I thought my life was pretty good before November 1, 2016. On that day I fell, slammed my head on a rock, and in a moment, thought it was the end. After the blackout and a trip to the ER, I was diagnosed with a concussion. Life just wasn't the same after that and in the year following took a turn for the worse in that I got very sick, was mis-diagnosed - or really un-diagnosed as after multiple trips to my primary doctor, specialists, blood tests, x-rays, MRI's, Rx pills, etc., there was no diagnosis. Life sucked and I fell into a horrible depression, anxiety, single-parent (divorced) guilt, and every night wondering if I would wake up in the morning. Alcohol and then Rx drugs were the only thing I was holding on to. After almost two years of this and at the advice of my family, I got a new primary care doctor. She recognized a vitamin B12 deficiency that no other doctor had noticed and with an OTC B12 supplement and "prescribed" stress reduction I was on my way. B12, yoga, meditation, and EFT definitely helped, but I was still not well. Then December 2019 - I truly became a single parent when my ex-husband passed away unexpectedly in his sleep; three weeks later, a retired co-worker of my - same thing. It was a grim Christmas and not-so-jolly new year. I honestly believe the universe sends us what we need when we need it; for me, it was the WildFit masterclass advertisement in an email. I typically ignore most of those types of emails, but something made me read it. After watching the masterclass, I joined thinking this was my last-ditch effort to "get healthy".
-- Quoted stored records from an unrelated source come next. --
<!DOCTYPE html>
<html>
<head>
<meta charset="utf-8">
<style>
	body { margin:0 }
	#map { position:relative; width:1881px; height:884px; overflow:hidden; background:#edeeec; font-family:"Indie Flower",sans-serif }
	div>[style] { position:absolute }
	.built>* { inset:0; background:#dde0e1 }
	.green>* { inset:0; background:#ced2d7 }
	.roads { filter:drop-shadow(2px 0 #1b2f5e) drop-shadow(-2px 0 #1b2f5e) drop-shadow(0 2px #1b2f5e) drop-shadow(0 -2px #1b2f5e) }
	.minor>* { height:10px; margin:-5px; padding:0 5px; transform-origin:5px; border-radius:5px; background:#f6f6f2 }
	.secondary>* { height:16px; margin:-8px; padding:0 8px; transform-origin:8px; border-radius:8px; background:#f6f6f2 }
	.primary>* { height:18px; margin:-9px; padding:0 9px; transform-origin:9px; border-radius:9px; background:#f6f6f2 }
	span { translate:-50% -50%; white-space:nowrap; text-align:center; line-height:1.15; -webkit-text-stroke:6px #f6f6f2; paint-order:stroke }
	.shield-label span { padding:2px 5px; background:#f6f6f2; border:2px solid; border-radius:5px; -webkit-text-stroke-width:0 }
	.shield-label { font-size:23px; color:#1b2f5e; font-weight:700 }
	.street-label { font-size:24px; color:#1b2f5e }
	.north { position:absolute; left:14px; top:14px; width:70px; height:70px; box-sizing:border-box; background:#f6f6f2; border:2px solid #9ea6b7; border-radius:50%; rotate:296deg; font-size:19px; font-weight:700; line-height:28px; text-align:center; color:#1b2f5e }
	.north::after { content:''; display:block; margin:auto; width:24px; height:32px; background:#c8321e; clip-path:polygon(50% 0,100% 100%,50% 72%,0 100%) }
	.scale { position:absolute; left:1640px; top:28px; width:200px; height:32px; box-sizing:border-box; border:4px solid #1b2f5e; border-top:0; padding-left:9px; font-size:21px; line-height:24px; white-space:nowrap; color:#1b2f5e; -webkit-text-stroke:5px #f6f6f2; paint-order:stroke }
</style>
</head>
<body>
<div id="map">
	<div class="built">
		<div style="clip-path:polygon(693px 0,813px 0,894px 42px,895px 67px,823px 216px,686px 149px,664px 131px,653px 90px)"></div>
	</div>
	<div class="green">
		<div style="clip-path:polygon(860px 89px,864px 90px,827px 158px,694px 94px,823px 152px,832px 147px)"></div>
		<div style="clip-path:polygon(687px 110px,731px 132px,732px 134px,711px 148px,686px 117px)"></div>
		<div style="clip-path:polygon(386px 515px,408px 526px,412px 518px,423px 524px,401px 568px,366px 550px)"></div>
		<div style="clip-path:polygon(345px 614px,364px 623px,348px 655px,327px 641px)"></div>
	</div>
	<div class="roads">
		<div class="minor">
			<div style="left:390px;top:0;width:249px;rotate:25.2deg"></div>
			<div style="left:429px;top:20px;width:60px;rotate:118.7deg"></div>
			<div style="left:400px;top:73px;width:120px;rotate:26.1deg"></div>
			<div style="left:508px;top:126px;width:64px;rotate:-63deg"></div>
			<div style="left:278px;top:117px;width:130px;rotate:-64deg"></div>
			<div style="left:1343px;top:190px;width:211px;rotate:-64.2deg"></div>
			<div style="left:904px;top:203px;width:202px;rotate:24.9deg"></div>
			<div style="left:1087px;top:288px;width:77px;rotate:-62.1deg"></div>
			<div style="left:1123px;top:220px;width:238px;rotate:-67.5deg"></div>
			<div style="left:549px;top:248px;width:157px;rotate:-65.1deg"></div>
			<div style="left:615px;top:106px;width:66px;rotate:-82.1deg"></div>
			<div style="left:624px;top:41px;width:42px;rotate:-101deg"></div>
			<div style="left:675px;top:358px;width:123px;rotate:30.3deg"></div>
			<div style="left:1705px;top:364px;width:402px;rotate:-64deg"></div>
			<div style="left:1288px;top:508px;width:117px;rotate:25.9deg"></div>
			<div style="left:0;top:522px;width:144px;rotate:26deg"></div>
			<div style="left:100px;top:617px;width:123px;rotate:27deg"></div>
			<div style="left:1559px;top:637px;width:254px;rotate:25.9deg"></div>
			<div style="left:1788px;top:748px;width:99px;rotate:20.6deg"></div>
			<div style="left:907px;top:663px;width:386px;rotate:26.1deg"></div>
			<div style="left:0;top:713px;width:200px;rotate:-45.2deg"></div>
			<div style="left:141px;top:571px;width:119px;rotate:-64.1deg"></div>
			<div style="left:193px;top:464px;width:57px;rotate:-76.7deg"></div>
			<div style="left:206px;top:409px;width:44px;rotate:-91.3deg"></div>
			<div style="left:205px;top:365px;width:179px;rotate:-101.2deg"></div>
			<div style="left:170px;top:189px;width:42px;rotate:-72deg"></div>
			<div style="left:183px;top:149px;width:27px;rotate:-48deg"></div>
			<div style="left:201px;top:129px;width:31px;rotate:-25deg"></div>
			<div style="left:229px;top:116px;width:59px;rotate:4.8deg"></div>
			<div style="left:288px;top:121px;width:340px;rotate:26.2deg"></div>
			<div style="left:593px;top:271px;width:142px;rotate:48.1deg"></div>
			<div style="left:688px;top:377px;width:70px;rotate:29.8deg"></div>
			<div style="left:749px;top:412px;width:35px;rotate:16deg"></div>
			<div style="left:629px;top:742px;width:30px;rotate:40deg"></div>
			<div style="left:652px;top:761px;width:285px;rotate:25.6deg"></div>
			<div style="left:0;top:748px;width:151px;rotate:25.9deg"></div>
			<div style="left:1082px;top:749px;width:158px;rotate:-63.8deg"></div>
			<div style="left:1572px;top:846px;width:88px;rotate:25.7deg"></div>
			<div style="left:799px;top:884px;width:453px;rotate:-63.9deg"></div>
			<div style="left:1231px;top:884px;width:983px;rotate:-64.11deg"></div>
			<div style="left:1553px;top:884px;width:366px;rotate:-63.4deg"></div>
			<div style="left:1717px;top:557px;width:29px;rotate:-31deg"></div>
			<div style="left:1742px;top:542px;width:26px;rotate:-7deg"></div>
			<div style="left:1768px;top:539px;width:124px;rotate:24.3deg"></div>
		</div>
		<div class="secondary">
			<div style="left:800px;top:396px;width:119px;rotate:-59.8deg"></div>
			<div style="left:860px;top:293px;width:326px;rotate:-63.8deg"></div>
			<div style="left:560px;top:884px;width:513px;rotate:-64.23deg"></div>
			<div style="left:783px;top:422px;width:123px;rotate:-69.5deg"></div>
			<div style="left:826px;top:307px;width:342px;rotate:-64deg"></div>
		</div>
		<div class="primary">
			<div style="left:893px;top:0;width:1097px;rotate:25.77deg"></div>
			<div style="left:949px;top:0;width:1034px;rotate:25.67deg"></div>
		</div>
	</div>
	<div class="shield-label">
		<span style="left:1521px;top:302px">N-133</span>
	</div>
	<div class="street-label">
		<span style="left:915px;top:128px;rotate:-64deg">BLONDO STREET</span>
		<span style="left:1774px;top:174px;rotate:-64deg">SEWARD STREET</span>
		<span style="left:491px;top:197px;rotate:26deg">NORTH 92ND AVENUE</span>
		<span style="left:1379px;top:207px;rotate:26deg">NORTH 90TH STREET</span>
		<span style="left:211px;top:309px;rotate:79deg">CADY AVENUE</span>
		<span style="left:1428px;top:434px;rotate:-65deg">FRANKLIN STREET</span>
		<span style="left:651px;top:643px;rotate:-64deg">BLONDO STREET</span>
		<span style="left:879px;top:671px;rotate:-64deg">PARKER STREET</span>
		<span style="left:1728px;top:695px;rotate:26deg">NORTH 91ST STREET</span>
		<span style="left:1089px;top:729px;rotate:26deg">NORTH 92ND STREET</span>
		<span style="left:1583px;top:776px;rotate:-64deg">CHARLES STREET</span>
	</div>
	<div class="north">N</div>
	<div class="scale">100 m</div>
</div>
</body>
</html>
I had no intention of weight loss or even thought it would help me with my emotional side. But, I played full out and 90 days later ... my life isn't just better ... I AM ON A NEW LIFE JOURNEY. This program gave me so much more than expected. It was definitely a challenge but the whole program, from the videos to Eric and the coaches' support and Facebook group, was instrumental in driving me to keep going.
I released 12 pounds, I have newfound energy I never thought possible, I have a love of life that I can now share with my children and family, confidence and mental clarity, and I now go to bed thinking about the future. Depression - gone, physical ailments - gone, and full of HOPE.